EXERCISE INPUTS:

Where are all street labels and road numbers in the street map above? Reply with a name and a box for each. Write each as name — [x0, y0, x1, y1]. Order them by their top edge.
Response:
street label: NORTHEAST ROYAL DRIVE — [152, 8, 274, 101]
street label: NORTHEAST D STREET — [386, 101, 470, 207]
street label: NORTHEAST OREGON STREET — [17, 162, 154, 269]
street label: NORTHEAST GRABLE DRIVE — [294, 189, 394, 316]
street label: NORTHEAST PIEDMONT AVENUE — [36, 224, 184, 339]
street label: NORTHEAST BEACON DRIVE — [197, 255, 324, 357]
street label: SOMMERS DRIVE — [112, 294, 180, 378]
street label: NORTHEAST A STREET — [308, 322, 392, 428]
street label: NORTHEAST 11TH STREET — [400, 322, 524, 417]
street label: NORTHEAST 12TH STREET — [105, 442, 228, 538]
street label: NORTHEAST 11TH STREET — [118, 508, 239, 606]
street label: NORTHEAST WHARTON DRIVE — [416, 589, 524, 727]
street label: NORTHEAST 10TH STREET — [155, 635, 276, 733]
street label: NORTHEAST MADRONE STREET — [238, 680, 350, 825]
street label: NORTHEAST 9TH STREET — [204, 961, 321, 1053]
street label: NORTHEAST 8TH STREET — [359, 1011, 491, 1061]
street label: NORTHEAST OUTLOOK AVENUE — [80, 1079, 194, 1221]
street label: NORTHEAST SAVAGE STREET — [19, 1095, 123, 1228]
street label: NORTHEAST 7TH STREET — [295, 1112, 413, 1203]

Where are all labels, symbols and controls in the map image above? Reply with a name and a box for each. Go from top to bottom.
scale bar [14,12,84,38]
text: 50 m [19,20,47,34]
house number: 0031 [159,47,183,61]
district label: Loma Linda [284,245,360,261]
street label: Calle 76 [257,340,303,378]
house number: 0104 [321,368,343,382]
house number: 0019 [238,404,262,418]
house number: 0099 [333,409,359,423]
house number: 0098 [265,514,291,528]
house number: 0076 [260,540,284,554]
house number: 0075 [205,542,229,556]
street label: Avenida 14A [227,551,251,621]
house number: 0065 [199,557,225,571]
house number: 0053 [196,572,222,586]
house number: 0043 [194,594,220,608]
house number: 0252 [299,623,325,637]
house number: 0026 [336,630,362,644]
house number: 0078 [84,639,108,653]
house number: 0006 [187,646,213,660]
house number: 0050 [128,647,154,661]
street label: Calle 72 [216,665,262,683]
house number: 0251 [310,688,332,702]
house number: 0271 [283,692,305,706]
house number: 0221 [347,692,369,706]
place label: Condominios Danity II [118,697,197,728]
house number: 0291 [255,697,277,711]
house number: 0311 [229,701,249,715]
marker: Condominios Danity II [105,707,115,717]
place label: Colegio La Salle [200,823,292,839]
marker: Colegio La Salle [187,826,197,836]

WHAT TO PRODUCE:
Would you copy out every line in the records that includes the string "place"?

SOLUTION FOR THIS TASK:
place label: Condominios Danity II [118,697,197,728]
place label: Colegio La Salle [200,823,292,839]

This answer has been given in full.